Venture capital is a form of private equity where funds invest mainly in early-stage companies, and it forms the lifeblood of many technology-based emerging growth companies.
The new state exemption from financial adviser regulation, signed into law March 17, will eliminate a bureaucratic hurdle for venture capitalists looking to invest in Arizona companies, said an attorney who pushed for the change.
“In itself it will not create more venture capital, but it removes some important barriers,” Aaron Cain, a corporate lawyer with Fennemore Craig in Phoenix, said of the new law.
People are also reading…
Cain said the Arizona exemption, based on a model law proposed by the North American Securities Administrators Association, was needed because of changes in federal law under the Dodd-Frank Wall Street Reform and Consumer Protection Act of 2010.
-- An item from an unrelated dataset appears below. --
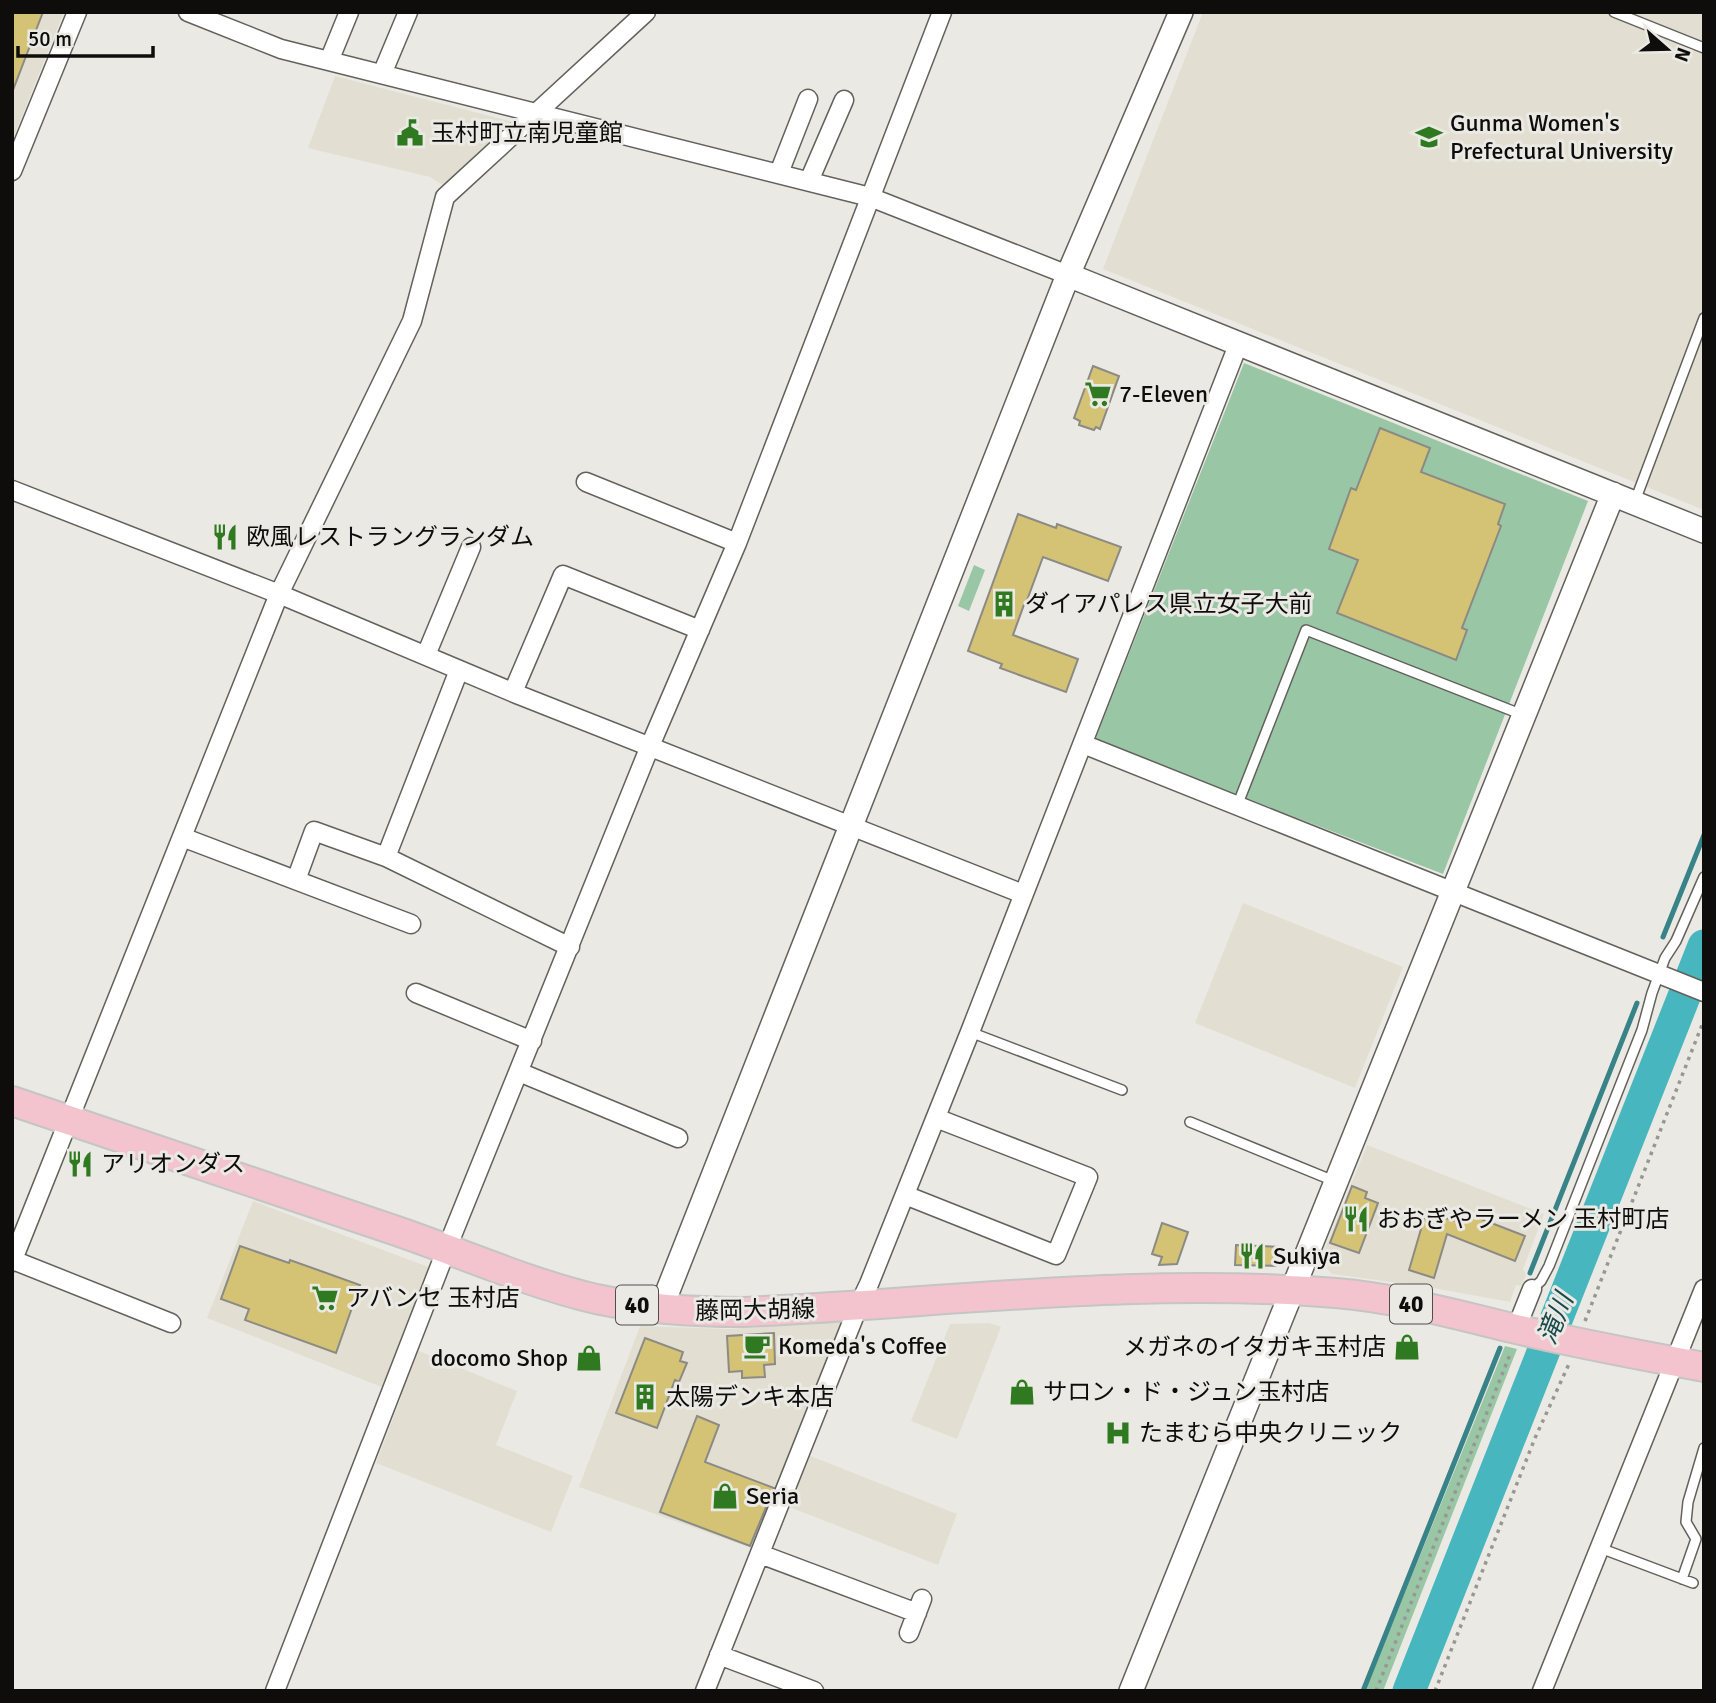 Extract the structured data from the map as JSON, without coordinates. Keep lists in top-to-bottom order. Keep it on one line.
{"streets":{"main road":["40","藤岡大胡線"]},"crossings":[["40","藤岡大胡線"]],"water":["滝川"],"places":{"public building":["玉村町立南児童館"],"school or university":["Gunma Women's Prefectural University"],"supermarket":["7-Eleven","アバンセ 玉村店"],"restaurant":["欧風レストラングランダム","アリオンダス","おおぎやラーメン 玉村町店","Sukiya"],"building":["ダイアパレス県立女子大前","太陽デンキ本店"],"cafe":["Komeda's Coffee"],"shop":["メガネのイタガキ玉村店","docomo Shop","サロン・ド・ジュン玉村店","Seria"],"hospital":["たまむら中央クリニック"]},"scale_bar":"50 m","north":"right"}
Dodd-Frank removed an exemption used by venture-capital firm managers to avoid registration as investment advisers so long as they had fewer than 15 clients, replacing it with other exemptions for managers of venture-capital and private-equity funds. Most states had similar exemptions based on the federal law.
Since Dodd-Frank dropped the 15-client exemption, most states adopted their own exemptions for venture capitalists, but not Arizona.
“All the legal requirements that apply to stockbrokers applied to venture capitalists,” said Cain, who has represented many venture-capital firms. “You hold that extra layer of burden on them, and they say ‘No thank you.’”
The Arizona legislation’s primary sponsor was Sen. David Farnsworth, a Mesa Republican and chairman of the Senate Financial Institutions Committee. SB 1005 passed both houses with just one dissenting vote.
Sen. Steve Farley, a Tucson Democrat who worked with Farnsworth to advance the bill, said it made sense to grant the exemption as allowed under the Dodd-Frank Act, noting the bill attracted bipartisan support.
“Because we had not taken advantage of that exemption under Dodd-Frank, we were at a competitive disadvantage to other states in attracting venture capital,” Farley said.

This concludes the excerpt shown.